I didn’t know it till it was over, but I was blessed with a gift last Saturday as I flew into the university campus with my book bag trailing behind me—the gift of music.

I stood and sang under the palm tree by the offensive statue, and the grave ornery flakes of temperament, the student advisors, with their masks and their appointed masques, now delayed by my extemporaneity, shoved me viciously into an alley and beat me with their fists, howling as their families had taught them.

I fought back with a knife my grandfather had given me.

I am just about to earn my BA.

 *  *  *

I drink spiced coffee in the afternoons, to remind me I’m still here. Cinnamon and sugar and the essence of the clove, stirred under my nose with the women watching, to make sure I don’t go insane again. Training, perhaps. Or merely another kind of music. A lie, but oh well. One we enjoy.

 *  *  *

Yesterday I asked her on a date. She says she doesn’t go on dates. I showed her the recipe for my coffee and she took it with her. Said she had some place to be. I said I ought to be there with her, wherever that place was, but she was snooty and ignored me.

I’m gonna make it big, I know. Like everyone knows. It’s gonna be big. We know that. Like my manhood. Like my cancerous growth on the back of my neck, so large it’s sexy.

Like my dreams.

 *  *  *

Last night I dreamt I was with her, and after we went into the sea and swam with the whales, and so today I dressed in all blue, and sang again to the Intelligentsia of campus, and I serenaded the goon squad, and I tap danced and I lit fire in my hands, as the sun went down, as the cameras started to record.

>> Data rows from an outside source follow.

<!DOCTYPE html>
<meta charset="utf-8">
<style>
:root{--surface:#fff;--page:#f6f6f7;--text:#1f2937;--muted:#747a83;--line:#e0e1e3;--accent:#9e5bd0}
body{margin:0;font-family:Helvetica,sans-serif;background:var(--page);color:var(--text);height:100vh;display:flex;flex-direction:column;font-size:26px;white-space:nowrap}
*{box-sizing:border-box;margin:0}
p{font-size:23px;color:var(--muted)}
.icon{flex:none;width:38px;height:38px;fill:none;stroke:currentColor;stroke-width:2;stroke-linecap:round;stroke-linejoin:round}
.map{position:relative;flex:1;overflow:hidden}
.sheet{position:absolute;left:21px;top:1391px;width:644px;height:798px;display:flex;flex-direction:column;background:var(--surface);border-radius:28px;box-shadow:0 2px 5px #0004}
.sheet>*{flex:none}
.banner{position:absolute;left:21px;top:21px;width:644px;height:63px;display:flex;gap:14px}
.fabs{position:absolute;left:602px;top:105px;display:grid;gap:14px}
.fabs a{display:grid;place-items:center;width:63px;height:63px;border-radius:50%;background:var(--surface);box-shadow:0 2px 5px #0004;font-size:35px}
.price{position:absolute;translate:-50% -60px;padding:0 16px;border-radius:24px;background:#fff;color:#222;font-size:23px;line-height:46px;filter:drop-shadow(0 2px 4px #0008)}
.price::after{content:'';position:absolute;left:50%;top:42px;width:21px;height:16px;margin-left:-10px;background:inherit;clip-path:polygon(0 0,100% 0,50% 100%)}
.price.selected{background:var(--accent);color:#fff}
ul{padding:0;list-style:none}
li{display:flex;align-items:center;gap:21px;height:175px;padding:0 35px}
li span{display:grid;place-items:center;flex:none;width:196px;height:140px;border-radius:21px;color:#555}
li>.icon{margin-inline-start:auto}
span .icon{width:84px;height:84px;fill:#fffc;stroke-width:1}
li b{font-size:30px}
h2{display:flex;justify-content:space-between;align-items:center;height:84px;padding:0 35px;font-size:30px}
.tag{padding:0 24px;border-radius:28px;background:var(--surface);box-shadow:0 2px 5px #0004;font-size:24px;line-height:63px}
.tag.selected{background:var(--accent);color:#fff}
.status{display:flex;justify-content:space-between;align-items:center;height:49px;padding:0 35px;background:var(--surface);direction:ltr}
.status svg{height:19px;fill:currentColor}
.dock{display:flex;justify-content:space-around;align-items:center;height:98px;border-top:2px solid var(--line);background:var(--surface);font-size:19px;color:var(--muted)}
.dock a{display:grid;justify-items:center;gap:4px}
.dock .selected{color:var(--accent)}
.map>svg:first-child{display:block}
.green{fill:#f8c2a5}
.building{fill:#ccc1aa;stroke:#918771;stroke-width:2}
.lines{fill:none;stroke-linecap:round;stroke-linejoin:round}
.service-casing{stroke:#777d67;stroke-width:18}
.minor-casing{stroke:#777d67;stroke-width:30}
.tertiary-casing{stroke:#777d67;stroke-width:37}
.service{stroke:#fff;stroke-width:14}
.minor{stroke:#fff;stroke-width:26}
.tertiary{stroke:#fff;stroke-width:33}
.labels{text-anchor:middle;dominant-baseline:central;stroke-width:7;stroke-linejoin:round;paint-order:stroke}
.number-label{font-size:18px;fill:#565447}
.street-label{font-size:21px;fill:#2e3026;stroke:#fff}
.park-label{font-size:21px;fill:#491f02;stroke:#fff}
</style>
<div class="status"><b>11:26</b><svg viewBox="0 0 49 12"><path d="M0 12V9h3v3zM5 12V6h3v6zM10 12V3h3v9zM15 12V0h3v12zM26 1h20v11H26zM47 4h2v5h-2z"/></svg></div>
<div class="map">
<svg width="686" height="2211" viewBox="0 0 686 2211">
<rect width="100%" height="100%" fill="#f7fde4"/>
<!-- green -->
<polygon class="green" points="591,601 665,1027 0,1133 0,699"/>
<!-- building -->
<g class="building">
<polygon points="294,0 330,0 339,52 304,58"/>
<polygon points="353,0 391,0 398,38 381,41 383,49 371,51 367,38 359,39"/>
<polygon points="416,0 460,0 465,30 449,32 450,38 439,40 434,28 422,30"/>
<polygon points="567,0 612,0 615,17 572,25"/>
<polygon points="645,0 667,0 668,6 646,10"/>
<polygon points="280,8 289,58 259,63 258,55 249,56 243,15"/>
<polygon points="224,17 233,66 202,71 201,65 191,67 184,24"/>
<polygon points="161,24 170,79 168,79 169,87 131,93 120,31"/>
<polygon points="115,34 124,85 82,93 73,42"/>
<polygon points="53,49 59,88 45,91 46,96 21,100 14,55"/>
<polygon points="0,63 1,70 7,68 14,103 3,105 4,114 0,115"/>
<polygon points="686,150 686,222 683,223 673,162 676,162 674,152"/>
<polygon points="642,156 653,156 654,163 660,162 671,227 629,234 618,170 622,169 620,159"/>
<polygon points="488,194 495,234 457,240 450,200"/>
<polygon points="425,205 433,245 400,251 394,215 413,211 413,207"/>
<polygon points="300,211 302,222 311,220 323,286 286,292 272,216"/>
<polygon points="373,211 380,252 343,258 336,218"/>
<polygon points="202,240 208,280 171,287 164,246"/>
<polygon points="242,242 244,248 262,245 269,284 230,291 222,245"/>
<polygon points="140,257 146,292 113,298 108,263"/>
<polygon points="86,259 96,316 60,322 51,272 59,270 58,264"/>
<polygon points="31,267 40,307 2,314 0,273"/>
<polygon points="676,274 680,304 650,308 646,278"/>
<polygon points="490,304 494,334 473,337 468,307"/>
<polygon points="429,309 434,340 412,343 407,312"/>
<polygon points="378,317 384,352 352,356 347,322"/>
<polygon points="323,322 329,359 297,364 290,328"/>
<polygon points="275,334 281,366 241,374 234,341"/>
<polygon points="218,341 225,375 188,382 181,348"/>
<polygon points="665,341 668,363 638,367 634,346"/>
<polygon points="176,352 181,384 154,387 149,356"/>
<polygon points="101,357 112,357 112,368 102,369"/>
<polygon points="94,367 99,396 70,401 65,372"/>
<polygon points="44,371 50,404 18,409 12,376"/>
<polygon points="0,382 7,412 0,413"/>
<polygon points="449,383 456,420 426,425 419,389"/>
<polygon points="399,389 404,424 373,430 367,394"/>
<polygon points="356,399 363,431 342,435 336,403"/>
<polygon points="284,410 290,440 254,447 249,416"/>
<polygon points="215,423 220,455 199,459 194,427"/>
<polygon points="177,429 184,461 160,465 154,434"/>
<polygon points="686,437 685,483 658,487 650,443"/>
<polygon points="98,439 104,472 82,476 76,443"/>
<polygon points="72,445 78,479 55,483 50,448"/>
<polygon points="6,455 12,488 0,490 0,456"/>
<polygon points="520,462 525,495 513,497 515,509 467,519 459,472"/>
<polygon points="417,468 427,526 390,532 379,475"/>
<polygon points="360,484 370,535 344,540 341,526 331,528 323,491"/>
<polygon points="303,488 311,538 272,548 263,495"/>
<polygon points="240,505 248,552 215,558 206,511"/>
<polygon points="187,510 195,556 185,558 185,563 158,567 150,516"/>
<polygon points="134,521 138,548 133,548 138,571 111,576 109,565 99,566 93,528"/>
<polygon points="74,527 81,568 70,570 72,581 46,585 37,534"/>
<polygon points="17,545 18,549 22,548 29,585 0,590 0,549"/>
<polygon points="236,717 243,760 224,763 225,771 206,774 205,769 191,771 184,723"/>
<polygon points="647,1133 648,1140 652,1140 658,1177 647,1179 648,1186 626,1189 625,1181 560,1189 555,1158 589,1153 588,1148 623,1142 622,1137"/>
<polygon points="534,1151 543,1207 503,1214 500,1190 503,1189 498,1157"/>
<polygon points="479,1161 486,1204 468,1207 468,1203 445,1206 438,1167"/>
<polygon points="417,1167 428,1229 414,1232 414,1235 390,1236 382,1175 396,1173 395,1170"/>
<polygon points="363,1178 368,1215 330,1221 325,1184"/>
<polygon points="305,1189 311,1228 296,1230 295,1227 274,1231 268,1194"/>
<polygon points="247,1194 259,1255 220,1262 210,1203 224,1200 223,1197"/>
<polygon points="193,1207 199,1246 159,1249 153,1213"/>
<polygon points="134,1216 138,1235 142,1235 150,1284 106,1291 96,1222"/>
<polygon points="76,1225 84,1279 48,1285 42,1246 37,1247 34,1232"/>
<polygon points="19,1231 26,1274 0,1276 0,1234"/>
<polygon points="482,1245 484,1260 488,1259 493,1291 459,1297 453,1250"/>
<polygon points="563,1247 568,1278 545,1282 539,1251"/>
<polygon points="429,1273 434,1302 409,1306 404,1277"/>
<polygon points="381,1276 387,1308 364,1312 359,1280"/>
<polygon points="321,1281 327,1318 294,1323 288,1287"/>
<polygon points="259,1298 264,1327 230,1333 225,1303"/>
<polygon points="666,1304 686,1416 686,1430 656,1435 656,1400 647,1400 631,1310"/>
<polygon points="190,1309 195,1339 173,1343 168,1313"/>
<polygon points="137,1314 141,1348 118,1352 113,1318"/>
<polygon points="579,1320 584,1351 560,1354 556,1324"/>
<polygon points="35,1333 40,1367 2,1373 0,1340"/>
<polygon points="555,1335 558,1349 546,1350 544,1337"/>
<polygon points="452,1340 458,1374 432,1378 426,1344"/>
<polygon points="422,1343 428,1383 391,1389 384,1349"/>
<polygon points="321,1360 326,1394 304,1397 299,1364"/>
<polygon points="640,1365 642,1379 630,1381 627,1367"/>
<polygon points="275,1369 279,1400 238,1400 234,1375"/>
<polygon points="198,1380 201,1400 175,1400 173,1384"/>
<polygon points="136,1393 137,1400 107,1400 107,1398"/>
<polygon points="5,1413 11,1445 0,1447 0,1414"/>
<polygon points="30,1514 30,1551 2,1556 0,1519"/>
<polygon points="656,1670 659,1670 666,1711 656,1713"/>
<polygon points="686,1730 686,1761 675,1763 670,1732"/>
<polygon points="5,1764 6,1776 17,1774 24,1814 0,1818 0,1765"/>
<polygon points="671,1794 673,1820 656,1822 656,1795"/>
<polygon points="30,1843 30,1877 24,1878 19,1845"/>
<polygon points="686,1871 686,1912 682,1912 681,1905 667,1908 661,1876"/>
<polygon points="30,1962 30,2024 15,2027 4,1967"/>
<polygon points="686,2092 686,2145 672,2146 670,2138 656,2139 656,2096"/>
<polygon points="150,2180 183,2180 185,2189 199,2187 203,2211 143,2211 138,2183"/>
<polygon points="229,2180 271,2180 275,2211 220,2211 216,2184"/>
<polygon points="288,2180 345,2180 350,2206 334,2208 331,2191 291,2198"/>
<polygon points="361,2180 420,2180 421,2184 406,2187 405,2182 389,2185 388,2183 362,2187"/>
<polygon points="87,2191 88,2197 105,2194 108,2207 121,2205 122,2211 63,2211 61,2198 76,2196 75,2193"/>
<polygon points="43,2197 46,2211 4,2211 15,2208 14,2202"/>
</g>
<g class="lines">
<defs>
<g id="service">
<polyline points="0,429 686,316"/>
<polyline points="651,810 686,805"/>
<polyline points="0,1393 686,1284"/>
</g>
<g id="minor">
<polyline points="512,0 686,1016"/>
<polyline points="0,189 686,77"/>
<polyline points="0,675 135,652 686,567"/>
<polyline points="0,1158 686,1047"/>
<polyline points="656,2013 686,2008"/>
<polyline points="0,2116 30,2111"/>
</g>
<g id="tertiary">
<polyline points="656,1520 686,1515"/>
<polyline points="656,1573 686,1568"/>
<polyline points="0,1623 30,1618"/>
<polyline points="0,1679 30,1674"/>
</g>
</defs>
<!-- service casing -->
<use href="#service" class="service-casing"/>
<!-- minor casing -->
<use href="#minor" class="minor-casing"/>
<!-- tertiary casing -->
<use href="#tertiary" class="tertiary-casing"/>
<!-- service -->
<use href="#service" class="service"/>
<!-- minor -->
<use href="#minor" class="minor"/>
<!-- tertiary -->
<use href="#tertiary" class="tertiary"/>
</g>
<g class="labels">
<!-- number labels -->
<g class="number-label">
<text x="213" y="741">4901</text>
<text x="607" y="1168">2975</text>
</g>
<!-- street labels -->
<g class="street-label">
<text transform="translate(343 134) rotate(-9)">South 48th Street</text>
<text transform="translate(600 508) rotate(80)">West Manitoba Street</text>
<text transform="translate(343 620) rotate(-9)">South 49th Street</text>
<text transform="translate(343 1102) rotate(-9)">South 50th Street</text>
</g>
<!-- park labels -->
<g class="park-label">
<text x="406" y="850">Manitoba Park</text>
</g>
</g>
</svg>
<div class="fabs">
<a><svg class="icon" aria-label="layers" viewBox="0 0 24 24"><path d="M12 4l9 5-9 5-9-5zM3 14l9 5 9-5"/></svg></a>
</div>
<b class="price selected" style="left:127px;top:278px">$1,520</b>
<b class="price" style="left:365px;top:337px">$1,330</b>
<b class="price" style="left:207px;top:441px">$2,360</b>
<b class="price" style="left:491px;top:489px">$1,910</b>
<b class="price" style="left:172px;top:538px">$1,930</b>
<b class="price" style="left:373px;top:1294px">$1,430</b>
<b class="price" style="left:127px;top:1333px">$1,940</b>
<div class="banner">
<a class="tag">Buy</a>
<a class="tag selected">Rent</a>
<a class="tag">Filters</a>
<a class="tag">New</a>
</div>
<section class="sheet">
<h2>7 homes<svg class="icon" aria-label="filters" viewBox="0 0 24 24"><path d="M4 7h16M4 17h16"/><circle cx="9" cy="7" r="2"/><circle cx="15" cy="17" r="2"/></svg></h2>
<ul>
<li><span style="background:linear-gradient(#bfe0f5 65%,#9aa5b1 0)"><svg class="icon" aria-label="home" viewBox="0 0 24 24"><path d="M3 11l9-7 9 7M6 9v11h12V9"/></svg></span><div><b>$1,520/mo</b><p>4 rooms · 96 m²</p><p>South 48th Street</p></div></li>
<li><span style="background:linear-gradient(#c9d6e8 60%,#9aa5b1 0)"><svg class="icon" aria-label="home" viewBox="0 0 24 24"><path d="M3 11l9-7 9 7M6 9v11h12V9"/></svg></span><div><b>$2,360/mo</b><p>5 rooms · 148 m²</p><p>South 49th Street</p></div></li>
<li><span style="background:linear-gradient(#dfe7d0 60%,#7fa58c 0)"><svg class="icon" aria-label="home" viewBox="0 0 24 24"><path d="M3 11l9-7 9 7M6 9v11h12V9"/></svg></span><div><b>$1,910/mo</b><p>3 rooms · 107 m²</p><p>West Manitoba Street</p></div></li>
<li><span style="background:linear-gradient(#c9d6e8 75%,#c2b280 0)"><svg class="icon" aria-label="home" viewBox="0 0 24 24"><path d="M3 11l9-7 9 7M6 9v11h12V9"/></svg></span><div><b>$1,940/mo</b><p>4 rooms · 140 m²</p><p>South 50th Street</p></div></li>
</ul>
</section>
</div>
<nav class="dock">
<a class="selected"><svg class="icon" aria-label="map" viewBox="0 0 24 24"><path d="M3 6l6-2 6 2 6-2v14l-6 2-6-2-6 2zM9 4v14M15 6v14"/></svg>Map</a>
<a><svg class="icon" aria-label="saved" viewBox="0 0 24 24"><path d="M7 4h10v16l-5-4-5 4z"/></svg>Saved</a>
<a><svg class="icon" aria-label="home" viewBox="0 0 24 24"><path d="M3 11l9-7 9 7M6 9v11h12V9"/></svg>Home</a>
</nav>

It’s hard but necessary, these days, to get noticed, to get that advanced degree, to prove a significantly mediated degree of reality, to show that you’re a real mensch.

I am a real mensch, but what about the coffee? It’s larger than I am. It is eternal. How can I escape it?

 *  *  *

I call her in the evenings and she hangs up in a huff so I go to her apartment and sing outside the window and she calls the police and I have to leave.

Get over it, they say. They’re right. But I can’t get over the coffee and she has the recipe, and so I make her the best batch I can, and leave it outside her door, and walk into the street, swearing off automobiles and university degrees forever, the taste of cloves on my tongue.